#### EXERCISE INSTRUCTIONS:
Print the data that follows exactly, leaving nothing out.

#### INFORMATION SUPPLIED:
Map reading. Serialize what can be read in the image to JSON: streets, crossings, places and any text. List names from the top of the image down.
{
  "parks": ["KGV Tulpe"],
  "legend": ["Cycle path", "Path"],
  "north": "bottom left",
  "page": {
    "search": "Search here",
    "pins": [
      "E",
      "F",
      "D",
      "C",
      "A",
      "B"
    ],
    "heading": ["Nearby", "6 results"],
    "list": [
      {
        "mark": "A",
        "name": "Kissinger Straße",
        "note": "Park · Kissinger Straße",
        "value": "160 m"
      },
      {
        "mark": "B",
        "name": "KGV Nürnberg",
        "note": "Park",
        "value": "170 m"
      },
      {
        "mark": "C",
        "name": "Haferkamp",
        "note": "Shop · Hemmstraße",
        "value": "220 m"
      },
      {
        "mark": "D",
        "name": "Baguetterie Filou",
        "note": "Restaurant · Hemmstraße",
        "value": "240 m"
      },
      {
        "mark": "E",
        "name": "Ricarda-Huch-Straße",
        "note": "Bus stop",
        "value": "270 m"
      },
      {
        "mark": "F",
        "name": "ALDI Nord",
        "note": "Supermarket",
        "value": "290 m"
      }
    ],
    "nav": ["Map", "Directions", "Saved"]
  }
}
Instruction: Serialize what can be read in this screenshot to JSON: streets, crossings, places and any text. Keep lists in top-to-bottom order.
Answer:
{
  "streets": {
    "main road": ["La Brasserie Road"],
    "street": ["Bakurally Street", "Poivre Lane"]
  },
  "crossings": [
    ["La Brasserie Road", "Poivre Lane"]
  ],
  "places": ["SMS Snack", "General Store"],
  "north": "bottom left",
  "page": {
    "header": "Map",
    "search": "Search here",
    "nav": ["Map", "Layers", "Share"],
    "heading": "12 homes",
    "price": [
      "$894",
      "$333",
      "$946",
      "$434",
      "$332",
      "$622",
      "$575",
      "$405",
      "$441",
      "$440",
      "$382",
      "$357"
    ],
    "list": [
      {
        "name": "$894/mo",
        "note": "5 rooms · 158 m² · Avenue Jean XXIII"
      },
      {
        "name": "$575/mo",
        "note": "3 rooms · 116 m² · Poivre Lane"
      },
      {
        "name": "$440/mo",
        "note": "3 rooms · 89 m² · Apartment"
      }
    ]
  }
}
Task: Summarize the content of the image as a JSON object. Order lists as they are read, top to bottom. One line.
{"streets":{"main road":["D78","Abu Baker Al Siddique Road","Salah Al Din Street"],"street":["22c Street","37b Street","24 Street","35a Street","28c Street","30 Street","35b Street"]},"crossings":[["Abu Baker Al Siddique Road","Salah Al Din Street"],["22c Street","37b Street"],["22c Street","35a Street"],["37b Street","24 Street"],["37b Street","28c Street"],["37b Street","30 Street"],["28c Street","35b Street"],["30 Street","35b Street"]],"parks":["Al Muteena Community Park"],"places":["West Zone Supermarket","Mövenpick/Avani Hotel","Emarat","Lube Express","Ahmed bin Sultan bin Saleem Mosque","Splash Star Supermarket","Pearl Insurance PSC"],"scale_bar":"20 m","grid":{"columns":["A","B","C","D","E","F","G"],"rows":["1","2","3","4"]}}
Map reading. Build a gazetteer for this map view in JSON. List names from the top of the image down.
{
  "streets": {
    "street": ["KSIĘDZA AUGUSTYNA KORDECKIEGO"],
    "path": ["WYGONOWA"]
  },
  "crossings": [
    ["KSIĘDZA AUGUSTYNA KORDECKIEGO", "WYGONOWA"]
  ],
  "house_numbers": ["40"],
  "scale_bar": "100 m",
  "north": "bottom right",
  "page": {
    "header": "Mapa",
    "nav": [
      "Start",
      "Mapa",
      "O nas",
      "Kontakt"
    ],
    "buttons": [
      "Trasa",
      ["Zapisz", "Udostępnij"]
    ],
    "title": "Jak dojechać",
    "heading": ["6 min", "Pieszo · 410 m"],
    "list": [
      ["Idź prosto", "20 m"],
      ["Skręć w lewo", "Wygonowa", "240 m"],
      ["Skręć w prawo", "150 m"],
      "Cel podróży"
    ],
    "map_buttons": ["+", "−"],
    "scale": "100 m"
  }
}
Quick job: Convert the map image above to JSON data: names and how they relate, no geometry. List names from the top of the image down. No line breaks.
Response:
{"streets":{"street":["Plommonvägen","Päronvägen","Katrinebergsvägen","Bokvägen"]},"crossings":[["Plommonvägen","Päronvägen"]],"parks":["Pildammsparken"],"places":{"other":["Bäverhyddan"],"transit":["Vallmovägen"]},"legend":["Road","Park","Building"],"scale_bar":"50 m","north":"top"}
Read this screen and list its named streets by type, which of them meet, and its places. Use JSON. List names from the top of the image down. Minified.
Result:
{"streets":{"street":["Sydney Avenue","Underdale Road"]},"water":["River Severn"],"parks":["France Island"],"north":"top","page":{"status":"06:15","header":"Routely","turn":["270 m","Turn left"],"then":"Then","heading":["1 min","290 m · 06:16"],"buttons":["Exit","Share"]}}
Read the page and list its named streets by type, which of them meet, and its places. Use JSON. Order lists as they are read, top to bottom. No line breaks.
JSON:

#### SOLUTION FOR THIS TASK:
Map reading. Serialize what can be read in the image to JSON: streets, crossings, places and any text. List names from the top of the image down.
{
  "parks": ["KGV Tulpe"],
  "legend": ["Cycle path", "Path"],
  "north": "bottom left",
  "page": {
    "search": "Search here",
    "pins": [
      "E",
      "F",
      "D",
      "C",
      "A",
      "B"
    ],
    "heading": ["Nearby", "6 results"],
    "list": [
      {
        "mark": "A",
        "name": "Kissinger Straße",
        "note": "Park · Kissinger Straße",
        "value": "160 m"
      },
      {
        "mark": "B",
        "name": "KGV Nürnberg",
        "note": "Park",
        "value": "170 m"
      },
      {
        "mark": "C",
        "name": "Haferkamp",
        "note": "Shop · Hemmstraße",
        "value": "220 m"
      },
      {
        "mark": "D",
        "name": "Baguetterie Filou",
        "note": "Restaurant · Hemmstraße",
        "value": "240 m"
      },
      {
        "mark": "E",
        "name": "Ricarda-Huch-Straße",
        "note": "Bus stop",
        "value": "270 m"
      },
      {
        "mark": "F",
        "name": "ALDI Nord",
        "note": "Supermarket",
        "value": "290 m"
      }
    ],
    "nav": ["Map", "Directions", "Saved"]
  }
}
Instruction: Serialize what can be read in this screenshot to JSON: streets, crossings, places and any text. Keep lists in top-to-bottom order.
Answer:
{
  "streets": {
    "main road": ["La Brasserie Road"],
    "street": ["Bakurally Street", "Poivre Lane"]
  },
  "crossings": [
    ["La Brasserie Road", "Poivre Lane"]
  ],
  "places": ["SMS Snack", "General Store"],
  "north": "bottom left",
  "page": {
    "header": "Map",
    "search": "Search here",
    "nav": ["Map", "Layers", "Share"],
    "heading": "12 homes",
    "price": [
      "$894",
      "$333",
      "$946",
      "$434",
      "$332",
      "$622",
      "$575",
      "$405",
      "$441",
      "$440",
      "$382",
      "$357"
    ],
    "list": [
      {
        "name": "$894/mo",
        "note": "5 rooms · 158 m² · Avenue Jean XXIII"
      },
      {
        "name": "$575/mo",
        "note": "3 rooms · 116 m² · Poivre Lane"
      },
      {
        "name": "$440/mo",
        "note": "3 rooms · 89 m² · Apartment"
      }
    ]
  }
}
Task: Summarize the content of the image as a JSON object. Order lists as they are read, top to bottom. One line.
{"streets":{"main road":["D78","Abu Baker Al Siddique Road","Salah Al Din Street"],"street":["22c Street","37b Street","24 Street","35a Street","28c Street","30 Street","35b Street"]},"crossings":[["Abu Baker Al Siddique Road","Salah Al Din Street"],["22c Street","37b Street"],["22c Street","35a Street"],["37b Street","24 Street"],["37b Street","28c Street"],["37b Street","30 Street"],["28c Street","35b Street"],["30 Street","35b Street"]],"parks":["Al Muteena Community Park"],"places":["West Zone Supermarket","Mövenpick/Avani Hotel","Emarat","Lube Express","Ahmed bin Sultan bin Saleem Mosque","Splash Star Supermarket","Pearl Insurance PSC"],"scale_bar":"20 m","grid":{"columns":["A","B","C","D","E","F","G"],"rows":["1","2","3","4"]}}
Map reading. Build a gazetteer for this map view in JSON. List names from the top of the image down.
{
  "streets": {
    "street": ["KSIĘDZA AUGUSTYNA KORDECKIEGO"],
    "path": ["WYGONOWA"]
  },
  "crossings": [
    ["KSIĘDZA AUGUSTYNA KORDECKIEGO", "WYGONOWA"]
  ],
  "house_numbers": ["40"],
  "scale_bar": "100 m",
  "north": "bottom right",
  "page": {
    "header": "Mapa",
    "nav": [
      "Start",
      "Mapa",
      "O nas",
      "Kontakt"
    ],
    "buttons": [
      "Trasa",
      ["Zapisz", "Udostępnij"]
    ],
    "title": "Jak dojechać",
    "heading": ["6 min", "Pieszo · 410 m"],
    "list": [
      ["Idź prosto", "20 m"],
      ["Skręć w lewo", "Wygonowa", "240 m"],
      ["Skręć w prawo", "150 m"],
      "Cel podróży"
    ],
    "map_buttons": ["+", "−"],
    "scale": "100 m"
  }
}
Quick job: Convert the map image above to JSON data: names and how they relate, no geometry. List names from the top of the image down. No line breaks.
Response:
{"streets":{"street":["Plommonvägen","Päronvägen","Katrinebergsvägen","Bokvägen"]},"crossings":[["Plommonvägen","Päronvägen"]],"parks":["Pildammsparken"],"places":{"other":["Bäverhyddan"],"transit":["Vallmovägen"]},"legend":["Road","Park","Building"],"scale_bar":"50 m","north":"top"}
Read this screen and list its named streets by type, which of them meet, and its places. Use JSON. List names from the top of the image down. Minified.
Result:
{"streets":{"street":["Sydney Avenue","Underdale Road"]},"water":["River Severn"],"parks":["France Island"],"north":"top","page":{"status":"06:15","header":"Routely","turn":["270 m","Turn left"],"then":"Then","heading":["1 min","290 m · 06:16"],"buttons":["Exit","Share"]}}
Read the page and list its named streets by type, which of them meet, and its places. Use JSON. Order lists as they are read, top to bottom. No line breaks.
JSON:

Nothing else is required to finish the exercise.